[Opening Data listing section]

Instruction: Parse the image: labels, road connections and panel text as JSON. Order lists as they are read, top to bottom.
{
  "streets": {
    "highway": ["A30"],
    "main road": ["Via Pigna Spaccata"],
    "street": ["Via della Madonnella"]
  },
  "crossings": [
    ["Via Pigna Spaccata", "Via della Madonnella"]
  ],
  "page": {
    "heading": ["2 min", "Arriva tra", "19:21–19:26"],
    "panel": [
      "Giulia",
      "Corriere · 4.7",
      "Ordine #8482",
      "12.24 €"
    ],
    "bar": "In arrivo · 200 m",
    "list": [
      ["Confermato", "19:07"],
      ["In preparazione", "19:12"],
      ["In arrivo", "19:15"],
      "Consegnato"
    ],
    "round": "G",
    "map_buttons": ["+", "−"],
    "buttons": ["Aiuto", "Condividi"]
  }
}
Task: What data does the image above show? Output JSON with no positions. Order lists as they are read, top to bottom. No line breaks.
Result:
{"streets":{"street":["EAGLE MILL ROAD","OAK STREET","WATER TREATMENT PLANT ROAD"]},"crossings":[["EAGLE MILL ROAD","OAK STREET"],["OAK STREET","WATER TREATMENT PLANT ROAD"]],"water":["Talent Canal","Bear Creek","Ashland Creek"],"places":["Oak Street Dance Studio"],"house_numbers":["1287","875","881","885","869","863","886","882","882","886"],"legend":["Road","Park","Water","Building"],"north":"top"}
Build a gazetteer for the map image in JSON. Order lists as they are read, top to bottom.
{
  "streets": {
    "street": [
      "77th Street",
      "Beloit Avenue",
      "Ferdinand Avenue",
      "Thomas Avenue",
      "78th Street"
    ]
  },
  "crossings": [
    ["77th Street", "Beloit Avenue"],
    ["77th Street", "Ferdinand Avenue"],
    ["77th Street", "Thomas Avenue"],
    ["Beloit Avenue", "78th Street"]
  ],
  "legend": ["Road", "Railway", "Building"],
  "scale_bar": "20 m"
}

[Closing Data listing section]

* Your assignment
The answer should be an exact copy of the data.

* Task result
Instruction: Parse the image: labels, road connections and panel text as JSON. Order lists as they are read, top to bottom.
{
  "streets": {
    "highway": ["A30"],
    "main road": ["Via Pigna Spaccata"],
    "street": ["Via della Madonnella"]
  },
  "crossings": [
    ["Via Pigna Spaccata", "Via della Madonnella"]
  ],
  "page": {
    "heading": ["2 min", "Arriva tra", "19:21–19:26"],
    "panel": [
      "Giulia",
      "Corriere · 4.7",
      "Ordine #8482",
      "12.24 €"
    ],
    "bar": "In arrivo · 200 m",
    "list": [
      ["Confermato", "19:07"],
      ["In preparazione", "19:12"],
      ["In arrivo", "19:15"],
      "Consegnato"
    ],
    "round": "G",
    "map_buttons": ["+", "−"],
    "buttons": ["Aiuto", "Condividi"]
  }
}
Task: What data does the image above show? Output JSON with no positions. Order lists as they are read, top to bottom. No line breaks.
Result:
{"streets":{"street":["EAGLE MILL ROAD","OAK STREET","WATER TREATMENT PLANT ROAD"]},"crossings":[["EAGLE MILL ROAD","OAK STREET"],["OAK STREET","WATER TREATMENT PLANT ROAD"]],"water":["Talent Canal","Bear Creek","Ashland Creek"],"places":["Oak Street Dance Studio"],"house_numbers":["1287","875","881","885","869","863","886","882","882","886"],"legend":["Road","Park","Water","Building"],"north":"top"}
Build a gazetteer for the map image in JSON. Order lists as they are read, top to bottom.
{
  "streets": {
    "street": [
      "77th Street",
      "Beloit Avenue",
      "Ferdinand Avenue",
      "Thomas Avenue",
      "78th Street"
    ]
  },
  "crossings": [
    ["77th Street", "Beloit Avenue"],
    ["77th Street", "Ferdinand Avenue"],
    ["77th Street", "Thomas Avenue"],
    ["Beloit Avenue", "78th Street"]
  ],
  "legend": ["Road", "Railway", "Building"],
  "scale_bar": "20 m"
}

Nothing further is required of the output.